▶ **How to complete this task**: How many lines below contain the word "page"? Give only the number.

**** Input data ****

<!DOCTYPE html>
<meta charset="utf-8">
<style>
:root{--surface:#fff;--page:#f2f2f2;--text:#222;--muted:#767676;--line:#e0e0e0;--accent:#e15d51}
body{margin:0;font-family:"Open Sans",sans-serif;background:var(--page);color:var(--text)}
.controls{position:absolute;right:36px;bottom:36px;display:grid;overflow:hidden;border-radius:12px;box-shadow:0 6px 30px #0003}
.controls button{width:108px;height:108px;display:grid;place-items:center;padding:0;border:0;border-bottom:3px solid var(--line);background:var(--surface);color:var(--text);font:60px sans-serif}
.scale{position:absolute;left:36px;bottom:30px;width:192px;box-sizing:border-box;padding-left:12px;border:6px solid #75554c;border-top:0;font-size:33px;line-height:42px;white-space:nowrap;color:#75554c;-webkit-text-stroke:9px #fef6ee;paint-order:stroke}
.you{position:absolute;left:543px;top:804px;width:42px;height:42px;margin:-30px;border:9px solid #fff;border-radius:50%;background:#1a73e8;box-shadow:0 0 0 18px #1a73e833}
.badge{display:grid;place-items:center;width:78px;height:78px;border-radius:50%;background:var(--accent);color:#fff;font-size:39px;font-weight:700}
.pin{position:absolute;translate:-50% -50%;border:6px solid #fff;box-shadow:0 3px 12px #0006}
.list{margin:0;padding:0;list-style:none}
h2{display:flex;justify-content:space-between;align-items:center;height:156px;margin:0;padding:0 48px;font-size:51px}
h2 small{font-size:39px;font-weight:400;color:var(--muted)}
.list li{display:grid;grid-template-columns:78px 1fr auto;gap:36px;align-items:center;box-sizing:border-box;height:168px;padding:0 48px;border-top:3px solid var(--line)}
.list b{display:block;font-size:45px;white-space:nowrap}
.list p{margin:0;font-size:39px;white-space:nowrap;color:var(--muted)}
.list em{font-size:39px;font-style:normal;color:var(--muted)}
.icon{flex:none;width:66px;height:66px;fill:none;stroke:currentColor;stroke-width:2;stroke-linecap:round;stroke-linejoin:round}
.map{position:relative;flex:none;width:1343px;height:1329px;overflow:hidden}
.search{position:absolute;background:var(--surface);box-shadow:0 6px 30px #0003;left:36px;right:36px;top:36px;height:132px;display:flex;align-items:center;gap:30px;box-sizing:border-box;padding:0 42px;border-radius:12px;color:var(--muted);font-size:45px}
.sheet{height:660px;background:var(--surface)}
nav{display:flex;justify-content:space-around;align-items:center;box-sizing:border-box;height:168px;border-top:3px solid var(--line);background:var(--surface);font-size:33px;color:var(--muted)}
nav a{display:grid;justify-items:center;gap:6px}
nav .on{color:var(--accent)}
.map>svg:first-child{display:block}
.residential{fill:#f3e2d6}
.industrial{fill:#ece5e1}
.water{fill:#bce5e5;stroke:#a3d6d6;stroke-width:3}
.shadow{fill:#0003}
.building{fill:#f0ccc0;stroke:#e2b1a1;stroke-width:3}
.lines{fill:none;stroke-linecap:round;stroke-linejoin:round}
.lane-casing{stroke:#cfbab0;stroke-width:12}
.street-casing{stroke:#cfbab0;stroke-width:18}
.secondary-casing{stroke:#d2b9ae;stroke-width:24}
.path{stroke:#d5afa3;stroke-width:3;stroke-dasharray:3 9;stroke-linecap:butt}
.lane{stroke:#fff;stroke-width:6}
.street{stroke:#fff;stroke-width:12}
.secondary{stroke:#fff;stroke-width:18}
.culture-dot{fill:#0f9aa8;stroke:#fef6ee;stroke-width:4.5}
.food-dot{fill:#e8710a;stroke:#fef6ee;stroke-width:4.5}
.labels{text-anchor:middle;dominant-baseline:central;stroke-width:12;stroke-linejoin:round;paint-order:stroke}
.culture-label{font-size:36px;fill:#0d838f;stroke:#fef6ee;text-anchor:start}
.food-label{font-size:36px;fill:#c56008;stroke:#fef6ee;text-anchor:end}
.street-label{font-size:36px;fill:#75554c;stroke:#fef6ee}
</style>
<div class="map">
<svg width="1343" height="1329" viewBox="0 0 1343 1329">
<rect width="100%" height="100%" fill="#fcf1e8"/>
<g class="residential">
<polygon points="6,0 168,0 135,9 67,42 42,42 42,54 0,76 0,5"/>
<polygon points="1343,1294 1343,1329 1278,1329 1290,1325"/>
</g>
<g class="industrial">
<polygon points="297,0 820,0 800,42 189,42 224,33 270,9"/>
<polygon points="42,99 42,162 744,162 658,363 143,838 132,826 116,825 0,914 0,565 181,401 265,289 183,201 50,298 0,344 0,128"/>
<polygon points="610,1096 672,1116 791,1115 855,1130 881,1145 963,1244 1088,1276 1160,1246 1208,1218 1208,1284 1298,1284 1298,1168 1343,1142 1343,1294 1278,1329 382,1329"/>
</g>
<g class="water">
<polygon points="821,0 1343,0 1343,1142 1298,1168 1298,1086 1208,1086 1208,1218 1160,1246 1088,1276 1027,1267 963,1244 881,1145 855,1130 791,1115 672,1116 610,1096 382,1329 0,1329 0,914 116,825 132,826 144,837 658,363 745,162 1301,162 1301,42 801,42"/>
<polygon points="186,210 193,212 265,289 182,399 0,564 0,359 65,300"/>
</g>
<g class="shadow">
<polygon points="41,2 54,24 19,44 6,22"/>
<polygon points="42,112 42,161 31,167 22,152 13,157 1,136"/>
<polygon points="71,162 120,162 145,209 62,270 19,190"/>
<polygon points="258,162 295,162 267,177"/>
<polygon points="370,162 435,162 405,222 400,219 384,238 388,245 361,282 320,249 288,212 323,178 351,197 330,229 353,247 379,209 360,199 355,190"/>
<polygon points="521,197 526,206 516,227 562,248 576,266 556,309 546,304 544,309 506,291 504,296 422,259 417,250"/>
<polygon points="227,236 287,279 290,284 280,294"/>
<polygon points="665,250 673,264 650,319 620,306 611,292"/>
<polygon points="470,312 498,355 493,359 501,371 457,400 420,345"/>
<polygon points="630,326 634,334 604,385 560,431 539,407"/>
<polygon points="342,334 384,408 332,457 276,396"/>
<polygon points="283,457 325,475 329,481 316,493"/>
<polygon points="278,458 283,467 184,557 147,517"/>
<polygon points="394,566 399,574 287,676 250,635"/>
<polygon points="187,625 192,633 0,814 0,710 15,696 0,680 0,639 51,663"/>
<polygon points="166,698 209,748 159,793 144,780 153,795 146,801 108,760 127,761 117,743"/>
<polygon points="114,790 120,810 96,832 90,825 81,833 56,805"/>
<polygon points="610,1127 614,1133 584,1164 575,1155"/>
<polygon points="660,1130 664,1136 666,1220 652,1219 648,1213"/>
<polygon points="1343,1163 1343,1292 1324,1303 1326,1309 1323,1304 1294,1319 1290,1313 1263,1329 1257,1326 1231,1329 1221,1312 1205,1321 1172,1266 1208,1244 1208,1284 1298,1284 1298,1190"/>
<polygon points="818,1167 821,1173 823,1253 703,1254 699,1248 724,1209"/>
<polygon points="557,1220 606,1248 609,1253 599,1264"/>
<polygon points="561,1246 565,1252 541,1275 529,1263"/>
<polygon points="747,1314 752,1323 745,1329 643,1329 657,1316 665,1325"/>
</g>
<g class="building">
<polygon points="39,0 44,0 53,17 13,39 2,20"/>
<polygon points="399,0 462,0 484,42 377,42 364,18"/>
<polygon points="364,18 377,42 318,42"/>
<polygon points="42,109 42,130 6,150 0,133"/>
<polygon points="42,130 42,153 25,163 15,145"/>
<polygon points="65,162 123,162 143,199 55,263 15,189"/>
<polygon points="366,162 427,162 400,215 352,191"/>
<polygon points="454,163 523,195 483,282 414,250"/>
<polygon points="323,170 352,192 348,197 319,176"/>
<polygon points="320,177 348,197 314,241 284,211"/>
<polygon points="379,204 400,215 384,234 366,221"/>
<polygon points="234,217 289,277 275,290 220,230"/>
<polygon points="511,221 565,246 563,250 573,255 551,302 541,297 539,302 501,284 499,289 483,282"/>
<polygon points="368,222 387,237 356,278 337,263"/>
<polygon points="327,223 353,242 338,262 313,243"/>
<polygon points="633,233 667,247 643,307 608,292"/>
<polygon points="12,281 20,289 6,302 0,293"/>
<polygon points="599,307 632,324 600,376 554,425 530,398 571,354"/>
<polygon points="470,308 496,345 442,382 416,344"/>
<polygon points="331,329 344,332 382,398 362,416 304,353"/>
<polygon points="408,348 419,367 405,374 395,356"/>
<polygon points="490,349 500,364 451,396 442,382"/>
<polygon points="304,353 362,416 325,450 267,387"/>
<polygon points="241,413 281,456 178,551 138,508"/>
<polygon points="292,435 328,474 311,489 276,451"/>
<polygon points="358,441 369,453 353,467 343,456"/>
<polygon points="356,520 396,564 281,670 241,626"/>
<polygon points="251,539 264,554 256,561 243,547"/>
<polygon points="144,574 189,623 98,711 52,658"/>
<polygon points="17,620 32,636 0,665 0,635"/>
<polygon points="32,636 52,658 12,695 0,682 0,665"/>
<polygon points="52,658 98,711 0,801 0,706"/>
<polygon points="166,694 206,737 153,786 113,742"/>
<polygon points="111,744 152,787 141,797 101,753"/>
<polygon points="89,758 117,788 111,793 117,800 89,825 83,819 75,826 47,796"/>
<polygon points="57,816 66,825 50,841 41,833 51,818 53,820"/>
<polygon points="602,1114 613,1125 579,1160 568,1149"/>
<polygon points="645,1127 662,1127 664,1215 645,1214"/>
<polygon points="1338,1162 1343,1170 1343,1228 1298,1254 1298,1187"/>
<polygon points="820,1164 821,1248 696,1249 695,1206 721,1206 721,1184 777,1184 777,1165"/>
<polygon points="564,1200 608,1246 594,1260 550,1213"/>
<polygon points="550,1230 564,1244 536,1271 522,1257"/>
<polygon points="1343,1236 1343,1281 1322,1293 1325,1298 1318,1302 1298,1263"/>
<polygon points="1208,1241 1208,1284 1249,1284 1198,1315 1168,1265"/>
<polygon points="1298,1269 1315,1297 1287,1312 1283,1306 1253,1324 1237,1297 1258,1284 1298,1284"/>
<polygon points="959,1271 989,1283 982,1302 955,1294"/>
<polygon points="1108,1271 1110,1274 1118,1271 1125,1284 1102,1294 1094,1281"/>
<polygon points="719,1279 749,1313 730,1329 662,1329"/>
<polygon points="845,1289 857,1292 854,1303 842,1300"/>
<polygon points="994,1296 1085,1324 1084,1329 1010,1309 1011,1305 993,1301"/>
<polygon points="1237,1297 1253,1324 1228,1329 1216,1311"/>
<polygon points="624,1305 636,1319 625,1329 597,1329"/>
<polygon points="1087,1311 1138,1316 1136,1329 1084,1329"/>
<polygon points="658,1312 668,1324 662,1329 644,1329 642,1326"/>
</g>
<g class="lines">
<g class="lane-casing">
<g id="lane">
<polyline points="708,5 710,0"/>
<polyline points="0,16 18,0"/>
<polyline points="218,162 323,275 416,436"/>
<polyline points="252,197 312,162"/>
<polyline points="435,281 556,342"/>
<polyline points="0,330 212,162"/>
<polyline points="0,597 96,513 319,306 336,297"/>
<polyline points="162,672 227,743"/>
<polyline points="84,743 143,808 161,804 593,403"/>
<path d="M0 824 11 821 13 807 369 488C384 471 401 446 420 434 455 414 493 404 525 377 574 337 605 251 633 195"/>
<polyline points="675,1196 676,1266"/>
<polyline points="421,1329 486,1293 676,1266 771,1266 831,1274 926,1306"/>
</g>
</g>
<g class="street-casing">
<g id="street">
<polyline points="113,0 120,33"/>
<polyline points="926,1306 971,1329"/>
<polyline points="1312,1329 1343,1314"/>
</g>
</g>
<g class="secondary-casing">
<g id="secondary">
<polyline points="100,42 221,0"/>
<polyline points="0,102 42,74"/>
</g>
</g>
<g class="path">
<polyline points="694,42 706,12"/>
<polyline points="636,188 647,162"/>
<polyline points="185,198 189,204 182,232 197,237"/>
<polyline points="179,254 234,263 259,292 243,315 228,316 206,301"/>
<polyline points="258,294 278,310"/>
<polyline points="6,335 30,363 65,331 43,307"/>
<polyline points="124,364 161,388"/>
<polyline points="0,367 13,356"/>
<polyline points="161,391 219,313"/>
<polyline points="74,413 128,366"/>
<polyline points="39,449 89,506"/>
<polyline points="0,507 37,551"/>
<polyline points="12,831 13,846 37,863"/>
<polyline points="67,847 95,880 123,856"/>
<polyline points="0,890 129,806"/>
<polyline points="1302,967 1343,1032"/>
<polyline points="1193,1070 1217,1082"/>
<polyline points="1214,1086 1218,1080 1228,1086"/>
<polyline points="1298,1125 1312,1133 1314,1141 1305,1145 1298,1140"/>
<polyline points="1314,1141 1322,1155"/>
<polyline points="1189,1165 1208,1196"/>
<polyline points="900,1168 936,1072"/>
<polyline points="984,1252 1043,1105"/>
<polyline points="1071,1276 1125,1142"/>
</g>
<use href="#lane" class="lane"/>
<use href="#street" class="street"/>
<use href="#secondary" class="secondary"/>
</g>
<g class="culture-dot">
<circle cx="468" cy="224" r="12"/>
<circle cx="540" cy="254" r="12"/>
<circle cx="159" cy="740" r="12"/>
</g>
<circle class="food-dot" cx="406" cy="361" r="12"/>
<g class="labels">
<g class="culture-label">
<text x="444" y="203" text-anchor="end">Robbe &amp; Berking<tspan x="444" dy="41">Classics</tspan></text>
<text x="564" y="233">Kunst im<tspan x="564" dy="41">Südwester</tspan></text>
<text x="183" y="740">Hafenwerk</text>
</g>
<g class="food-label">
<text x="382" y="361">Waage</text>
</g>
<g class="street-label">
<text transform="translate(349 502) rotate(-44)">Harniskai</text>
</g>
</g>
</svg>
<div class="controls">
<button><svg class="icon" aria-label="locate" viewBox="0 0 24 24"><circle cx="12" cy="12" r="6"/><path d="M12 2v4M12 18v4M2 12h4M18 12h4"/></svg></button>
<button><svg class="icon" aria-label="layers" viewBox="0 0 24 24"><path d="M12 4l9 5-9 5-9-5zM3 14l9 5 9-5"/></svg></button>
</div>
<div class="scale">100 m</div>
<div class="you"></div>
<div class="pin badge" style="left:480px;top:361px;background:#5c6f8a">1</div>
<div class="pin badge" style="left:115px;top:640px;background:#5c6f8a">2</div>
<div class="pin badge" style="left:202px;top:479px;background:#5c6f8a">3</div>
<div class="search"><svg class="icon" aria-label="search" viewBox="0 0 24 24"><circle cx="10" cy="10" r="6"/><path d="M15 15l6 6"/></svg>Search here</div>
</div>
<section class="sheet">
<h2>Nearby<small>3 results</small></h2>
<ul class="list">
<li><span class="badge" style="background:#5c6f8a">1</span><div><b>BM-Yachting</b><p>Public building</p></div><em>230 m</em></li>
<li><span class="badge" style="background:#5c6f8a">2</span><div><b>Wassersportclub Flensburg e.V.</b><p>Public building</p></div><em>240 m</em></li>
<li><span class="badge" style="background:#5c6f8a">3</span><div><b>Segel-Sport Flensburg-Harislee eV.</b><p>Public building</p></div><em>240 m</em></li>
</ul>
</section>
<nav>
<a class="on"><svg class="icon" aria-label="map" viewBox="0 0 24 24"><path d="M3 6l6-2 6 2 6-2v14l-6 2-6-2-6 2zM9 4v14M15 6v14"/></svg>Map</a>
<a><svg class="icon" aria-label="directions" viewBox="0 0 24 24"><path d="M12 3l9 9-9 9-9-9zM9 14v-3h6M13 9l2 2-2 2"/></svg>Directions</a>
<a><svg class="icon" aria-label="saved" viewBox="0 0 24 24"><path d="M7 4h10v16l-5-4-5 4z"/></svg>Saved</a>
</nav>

****

▶ **Problem solution**: 2